İçinde bulunduğumuz çağda ise sanayileşen, kentleşen, hızlı iletişim teknolojilerini kullanan toplumlarda görüldüğü gibi, Türk toplumunda da yapısal işlevsel değişimler ortaya çıkmış, özellikle de tarihi araştırmalar neticesinde ulaşılan verilerin otokton düşünceyi devreye sokmasıyla, grupların benimsenmiş oldukları gelenekli ilişkiler ve kimliğin sorgulanması sürecinin başlamasına neden olmuştur. Gerçekte de küreselleşen dünyada gruplar için kimlik sorgulaması önemli toplumsal bir problematiktir.2 Bu bağlamda, problematiğin çözümüne katkı sağlayacak inceleme ve araştırmalara ihtiyaç duyulduğu da ortadadır. Söz konusu ihtiyaç nedeniyle bu kısa çalışma içerisinde, Alevi ve Sünnilik hakkında teorik ve katılımcı gözlem yoluyla yapılmış araştırma ve incelemelerden yararlanarak, günümüzde gelenekli gruplar tarafından sorgulanmakta olduğunu düşündüğümüz kimliğin anlaşılmasına çalışmak incelememizin konusunu oluşturmuştur. Ancak hemen belirtmeliyiz ki, bu çalışmanın amacı, Sünnilerle Aleviler arasındaki düşünsel ve yapısal farklılıkları görmezlikten gelmek olmayıp, ortak/üst kimlik inşa sürecinin anlaşılmasına bir parça da olsa katkı sağlayabilmektir.

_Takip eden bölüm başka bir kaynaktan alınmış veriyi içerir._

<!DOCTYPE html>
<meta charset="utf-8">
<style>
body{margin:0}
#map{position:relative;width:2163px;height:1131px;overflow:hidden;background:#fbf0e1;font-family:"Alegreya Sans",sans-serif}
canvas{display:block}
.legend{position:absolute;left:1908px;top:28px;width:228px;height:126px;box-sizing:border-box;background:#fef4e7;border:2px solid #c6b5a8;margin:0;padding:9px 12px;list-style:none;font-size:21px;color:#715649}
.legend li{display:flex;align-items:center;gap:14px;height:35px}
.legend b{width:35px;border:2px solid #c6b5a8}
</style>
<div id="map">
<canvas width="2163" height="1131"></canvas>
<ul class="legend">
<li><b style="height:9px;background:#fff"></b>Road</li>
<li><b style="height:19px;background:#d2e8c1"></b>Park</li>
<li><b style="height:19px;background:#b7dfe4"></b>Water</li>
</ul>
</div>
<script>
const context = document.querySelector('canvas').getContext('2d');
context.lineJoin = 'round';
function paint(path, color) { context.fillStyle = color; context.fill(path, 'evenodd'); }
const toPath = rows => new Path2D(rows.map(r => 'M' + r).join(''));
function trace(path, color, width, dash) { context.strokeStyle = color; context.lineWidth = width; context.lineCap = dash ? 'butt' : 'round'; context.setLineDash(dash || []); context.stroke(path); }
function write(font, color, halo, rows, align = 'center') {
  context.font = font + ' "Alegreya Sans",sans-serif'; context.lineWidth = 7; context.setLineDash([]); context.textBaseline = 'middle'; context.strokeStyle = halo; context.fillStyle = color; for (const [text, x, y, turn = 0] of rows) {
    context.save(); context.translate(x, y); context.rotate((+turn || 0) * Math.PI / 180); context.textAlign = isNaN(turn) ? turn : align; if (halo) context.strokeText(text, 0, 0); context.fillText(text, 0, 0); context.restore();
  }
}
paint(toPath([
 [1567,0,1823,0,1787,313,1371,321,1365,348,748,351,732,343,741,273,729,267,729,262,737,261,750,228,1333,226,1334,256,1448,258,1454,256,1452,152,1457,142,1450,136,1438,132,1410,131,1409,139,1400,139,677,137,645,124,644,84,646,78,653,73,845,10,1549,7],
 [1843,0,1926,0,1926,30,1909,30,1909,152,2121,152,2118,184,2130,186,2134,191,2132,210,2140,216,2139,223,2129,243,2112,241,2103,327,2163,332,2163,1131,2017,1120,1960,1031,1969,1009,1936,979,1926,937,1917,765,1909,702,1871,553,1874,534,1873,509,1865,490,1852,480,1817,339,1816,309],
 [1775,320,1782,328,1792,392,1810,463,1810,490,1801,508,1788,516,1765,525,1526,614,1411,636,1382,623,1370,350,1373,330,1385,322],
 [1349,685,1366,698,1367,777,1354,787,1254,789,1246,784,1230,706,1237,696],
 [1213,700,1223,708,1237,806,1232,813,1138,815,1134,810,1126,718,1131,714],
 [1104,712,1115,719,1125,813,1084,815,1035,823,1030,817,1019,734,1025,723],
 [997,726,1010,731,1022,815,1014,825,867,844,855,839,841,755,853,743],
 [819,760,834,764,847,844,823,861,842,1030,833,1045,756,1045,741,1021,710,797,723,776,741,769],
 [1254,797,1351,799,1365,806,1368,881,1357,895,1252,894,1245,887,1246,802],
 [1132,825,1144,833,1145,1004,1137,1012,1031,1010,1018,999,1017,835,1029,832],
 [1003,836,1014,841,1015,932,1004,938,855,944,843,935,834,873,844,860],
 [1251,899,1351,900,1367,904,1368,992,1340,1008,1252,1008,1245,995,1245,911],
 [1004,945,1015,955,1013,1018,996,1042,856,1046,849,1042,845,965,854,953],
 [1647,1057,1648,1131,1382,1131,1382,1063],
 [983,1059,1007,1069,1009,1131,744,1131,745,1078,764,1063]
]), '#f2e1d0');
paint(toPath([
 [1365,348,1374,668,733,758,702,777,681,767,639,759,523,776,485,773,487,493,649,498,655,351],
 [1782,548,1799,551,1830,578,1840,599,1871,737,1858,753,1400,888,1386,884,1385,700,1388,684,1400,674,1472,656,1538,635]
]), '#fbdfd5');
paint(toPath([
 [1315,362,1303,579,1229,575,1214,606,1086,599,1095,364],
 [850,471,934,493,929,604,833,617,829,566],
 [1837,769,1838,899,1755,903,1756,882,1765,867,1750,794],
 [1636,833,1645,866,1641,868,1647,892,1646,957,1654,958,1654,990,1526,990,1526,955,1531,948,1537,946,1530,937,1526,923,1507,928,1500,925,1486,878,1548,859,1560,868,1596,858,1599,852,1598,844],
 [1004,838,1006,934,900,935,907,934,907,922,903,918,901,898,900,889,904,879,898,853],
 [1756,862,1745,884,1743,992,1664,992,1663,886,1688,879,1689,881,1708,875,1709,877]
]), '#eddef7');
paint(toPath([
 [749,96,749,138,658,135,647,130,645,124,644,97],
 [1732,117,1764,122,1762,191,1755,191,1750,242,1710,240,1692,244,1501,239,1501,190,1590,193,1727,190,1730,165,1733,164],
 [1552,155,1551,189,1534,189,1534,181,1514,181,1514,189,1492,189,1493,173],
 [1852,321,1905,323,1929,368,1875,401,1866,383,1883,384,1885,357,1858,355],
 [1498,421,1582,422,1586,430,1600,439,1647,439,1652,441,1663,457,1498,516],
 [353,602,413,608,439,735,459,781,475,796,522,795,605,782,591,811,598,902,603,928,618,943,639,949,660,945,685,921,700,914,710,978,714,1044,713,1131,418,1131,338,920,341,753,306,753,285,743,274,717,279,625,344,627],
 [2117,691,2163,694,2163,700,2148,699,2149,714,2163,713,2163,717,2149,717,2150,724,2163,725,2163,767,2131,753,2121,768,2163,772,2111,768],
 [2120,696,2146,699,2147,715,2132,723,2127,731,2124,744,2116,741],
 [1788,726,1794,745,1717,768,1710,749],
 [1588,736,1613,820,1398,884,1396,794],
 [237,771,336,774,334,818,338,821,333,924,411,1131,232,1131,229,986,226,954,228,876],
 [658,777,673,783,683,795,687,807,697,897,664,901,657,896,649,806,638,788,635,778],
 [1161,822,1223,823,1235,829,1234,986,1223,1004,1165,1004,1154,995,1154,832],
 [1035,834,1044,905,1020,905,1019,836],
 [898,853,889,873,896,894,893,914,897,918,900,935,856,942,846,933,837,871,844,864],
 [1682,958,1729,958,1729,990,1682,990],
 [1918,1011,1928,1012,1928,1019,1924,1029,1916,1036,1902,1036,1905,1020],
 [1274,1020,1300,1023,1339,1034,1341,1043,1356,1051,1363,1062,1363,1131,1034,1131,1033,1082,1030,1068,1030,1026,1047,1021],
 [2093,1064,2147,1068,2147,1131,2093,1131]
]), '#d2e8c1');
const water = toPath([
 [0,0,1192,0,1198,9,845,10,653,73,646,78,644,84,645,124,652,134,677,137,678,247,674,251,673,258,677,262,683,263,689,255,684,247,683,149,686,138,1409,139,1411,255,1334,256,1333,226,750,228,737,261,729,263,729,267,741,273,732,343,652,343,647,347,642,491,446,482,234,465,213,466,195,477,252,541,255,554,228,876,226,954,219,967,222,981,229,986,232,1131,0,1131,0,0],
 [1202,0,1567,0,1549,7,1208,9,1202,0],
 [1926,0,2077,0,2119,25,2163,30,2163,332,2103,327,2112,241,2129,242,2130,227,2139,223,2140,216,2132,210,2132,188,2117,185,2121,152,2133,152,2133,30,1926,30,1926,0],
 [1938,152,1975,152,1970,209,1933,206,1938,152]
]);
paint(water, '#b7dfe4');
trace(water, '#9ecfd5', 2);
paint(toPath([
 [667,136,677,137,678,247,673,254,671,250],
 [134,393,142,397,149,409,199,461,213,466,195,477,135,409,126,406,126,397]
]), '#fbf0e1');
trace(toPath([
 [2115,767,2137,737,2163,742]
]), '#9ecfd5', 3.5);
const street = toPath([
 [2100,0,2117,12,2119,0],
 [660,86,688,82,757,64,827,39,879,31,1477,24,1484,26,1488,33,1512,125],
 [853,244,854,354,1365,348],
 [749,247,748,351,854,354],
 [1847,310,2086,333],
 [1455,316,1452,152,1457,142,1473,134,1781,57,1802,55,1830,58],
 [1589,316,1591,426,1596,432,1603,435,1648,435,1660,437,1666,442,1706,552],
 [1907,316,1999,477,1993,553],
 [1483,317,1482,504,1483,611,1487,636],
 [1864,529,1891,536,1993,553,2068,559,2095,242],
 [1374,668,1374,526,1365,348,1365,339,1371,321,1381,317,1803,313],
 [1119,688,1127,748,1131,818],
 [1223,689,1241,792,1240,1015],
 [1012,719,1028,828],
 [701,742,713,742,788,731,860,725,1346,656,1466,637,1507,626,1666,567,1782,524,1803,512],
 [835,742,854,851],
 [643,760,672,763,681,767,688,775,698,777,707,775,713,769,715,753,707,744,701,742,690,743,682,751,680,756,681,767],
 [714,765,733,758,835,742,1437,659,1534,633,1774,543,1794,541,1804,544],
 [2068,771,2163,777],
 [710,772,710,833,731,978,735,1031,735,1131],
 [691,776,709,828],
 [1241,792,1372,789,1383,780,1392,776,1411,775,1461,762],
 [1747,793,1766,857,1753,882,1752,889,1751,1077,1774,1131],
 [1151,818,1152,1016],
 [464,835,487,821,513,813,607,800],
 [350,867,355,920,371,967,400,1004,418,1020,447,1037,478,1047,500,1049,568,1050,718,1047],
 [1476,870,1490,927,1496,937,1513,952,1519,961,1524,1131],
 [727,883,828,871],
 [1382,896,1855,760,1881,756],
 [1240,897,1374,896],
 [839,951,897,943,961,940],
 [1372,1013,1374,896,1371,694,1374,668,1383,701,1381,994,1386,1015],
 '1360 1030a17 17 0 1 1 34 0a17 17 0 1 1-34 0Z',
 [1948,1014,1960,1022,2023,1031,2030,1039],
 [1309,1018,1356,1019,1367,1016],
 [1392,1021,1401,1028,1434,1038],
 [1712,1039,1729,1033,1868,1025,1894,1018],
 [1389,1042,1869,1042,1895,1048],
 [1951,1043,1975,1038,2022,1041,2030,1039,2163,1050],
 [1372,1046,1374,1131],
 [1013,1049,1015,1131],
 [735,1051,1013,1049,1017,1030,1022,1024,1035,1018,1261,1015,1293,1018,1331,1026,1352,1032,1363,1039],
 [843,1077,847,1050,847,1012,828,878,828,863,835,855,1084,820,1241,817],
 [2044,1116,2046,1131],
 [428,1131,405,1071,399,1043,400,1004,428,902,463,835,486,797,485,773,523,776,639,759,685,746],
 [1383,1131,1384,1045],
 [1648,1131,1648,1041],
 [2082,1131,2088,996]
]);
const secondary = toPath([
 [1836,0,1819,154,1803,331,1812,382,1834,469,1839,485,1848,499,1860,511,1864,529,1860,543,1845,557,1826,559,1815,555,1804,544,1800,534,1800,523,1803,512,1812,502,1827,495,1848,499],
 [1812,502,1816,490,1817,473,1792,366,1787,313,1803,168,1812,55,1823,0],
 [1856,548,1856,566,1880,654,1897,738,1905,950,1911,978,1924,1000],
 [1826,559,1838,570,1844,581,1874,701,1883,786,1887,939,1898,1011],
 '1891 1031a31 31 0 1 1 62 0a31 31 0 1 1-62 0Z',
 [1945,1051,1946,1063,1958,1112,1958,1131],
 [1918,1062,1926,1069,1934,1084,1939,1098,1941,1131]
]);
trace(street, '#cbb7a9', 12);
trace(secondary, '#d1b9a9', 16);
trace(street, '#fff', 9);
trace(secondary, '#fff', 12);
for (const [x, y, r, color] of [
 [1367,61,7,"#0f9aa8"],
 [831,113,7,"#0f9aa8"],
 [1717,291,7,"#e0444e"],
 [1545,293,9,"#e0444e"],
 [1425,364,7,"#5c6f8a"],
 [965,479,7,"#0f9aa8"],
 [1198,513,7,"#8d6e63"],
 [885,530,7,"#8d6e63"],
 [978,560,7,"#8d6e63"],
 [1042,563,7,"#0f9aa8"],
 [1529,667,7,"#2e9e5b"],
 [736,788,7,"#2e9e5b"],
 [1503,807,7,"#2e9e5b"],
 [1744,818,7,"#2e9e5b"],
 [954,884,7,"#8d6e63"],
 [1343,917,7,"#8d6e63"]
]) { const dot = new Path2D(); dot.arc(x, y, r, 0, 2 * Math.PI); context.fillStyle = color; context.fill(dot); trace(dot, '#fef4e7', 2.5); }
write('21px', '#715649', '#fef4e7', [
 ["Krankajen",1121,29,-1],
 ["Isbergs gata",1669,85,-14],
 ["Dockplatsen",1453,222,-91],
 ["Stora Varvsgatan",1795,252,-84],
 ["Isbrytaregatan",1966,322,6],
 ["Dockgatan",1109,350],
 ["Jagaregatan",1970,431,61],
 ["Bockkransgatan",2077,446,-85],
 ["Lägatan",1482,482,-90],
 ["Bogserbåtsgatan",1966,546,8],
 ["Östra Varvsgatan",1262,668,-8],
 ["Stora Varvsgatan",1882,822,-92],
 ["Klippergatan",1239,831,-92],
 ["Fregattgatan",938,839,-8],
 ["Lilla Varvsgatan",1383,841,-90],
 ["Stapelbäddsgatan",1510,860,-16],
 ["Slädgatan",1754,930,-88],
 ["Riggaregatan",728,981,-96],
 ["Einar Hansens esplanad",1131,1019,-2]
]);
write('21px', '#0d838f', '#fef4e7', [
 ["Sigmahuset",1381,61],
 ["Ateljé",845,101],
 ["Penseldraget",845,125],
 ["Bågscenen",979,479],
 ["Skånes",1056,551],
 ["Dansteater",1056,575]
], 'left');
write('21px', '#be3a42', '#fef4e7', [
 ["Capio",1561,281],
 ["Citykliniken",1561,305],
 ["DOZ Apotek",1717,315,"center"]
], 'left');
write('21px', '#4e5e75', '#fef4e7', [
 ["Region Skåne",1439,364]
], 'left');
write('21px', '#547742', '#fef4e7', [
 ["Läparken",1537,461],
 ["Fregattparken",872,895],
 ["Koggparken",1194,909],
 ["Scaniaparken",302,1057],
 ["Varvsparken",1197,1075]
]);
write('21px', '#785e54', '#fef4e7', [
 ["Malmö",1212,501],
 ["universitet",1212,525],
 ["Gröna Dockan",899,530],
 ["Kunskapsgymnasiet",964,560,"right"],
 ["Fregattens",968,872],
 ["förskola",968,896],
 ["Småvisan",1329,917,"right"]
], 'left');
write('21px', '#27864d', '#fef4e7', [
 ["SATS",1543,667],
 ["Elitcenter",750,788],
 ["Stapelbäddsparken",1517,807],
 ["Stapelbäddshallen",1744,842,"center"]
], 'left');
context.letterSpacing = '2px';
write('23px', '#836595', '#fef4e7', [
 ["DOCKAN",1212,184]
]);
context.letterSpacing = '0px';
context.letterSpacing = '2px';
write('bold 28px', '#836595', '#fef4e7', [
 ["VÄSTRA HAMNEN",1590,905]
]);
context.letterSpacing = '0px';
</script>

Çalışmanın konusunu, Türk toplumunun dinamikleri olan gelenekli dini grupların kimlik sorgulamasını oluşturduğundan, öncelikle kimlik ve grup tanımları üzerinde durmak, sonra da grupların kimlik oluşumunda etkili olan tarihi olaylarla, günümüzdeki gelişmeleri ele almak uygun olacaktır.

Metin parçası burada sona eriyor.